MATERIAL FOR THE TASK >>

━━━━━━━━

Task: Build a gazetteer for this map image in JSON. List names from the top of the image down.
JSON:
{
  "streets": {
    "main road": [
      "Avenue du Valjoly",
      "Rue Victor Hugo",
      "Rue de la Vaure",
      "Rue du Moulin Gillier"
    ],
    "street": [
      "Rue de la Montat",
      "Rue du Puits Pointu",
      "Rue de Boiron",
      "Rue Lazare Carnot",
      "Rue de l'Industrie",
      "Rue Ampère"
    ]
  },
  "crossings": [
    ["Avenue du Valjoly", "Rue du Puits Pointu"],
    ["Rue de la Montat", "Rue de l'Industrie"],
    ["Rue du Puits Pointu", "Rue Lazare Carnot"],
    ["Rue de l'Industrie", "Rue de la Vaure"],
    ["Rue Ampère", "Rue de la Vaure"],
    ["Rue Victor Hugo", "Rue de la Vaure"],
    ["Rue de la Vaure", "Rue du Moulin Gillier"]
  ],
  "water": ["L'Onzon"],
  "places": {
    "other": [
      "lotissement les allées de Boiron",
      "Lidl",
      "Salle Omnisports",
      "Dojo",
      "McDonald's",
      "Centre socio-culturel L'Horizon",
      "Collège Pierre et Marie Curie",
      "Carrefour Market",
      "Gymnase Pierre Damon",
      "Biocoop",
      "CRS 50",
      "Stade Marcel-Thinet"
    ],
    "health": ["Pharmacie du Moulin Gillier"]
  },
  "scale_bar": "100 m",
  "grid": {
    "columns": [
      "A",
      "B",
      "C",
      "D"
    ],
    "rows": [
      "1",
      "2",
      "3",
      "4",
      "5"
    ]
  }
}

━━━━━━━━

YOUR INSTRUCTIONS >> Each line of the data is to be transcribed exactly, with nothing left out.

COMPLETED EXERCISE >>
Task: Build a gazetteer for this map image in JSON. List names from the top of the image down.
JSON:
{
  "streets": {
    "main road": [
      "Avenue du Valjoly",
      "Rue Victor Hugo",
      "Rue de la Vaure",
      "Rue du Moulin Gillier"
    ],
    "street": [
      "Rue de la Montat",
      "Rue du Puits Pointu",
      "Rue de Boiron",
      "Rue Lazare Carnot",
      "Rue de l'Industrie",
      "Rue Ampère"
    ]
  },
  "crossings": [
    ["Avenue du Valjoly", "Rue du Puits Pointu"],
    ["Rue de la Montat", "Rue de l'Industrie"],
    ["Rue du Puits Pointu", "Rue Lazare Carnot"],
    ["Rue de l'Industrie", "Rue de la Vaure"],
    ["Rue Ampère", "Rue de la Vaure"],
    ["Rue Victor Hugo", "Rue de la Vaure"],
    ["Rue de la Vaure", "Rue du Moulin Gillier"]
  ],
  "water": ["L'Onzon"],
  "places": {
    "other": [
      "lotissement les allées de Boiron",
      "Lidl",
      "Salle Omnisports",
      "Dojo",
      "McDonald's",
      "Centre socio-culturel L'Horizon",
      "Collège Pierre et Marie Curie",
      "Carrefour Market",
      "Gymnase Pierre Damon",
      "Biocoop",
      "CRS 50",
      "Stade Marcel-Thinet"
    ],
    "health": ["Pharmacie du Moulin Gillier"]
  },
  "scale_bar": "100 m",
  "grid": {
    "columns": [
      "A",
      "B",
      "C",
      "D"
    ],
    "rows": [
      "1",
      "2",
      "3",
      "4",
      "5"
    ]
  }
}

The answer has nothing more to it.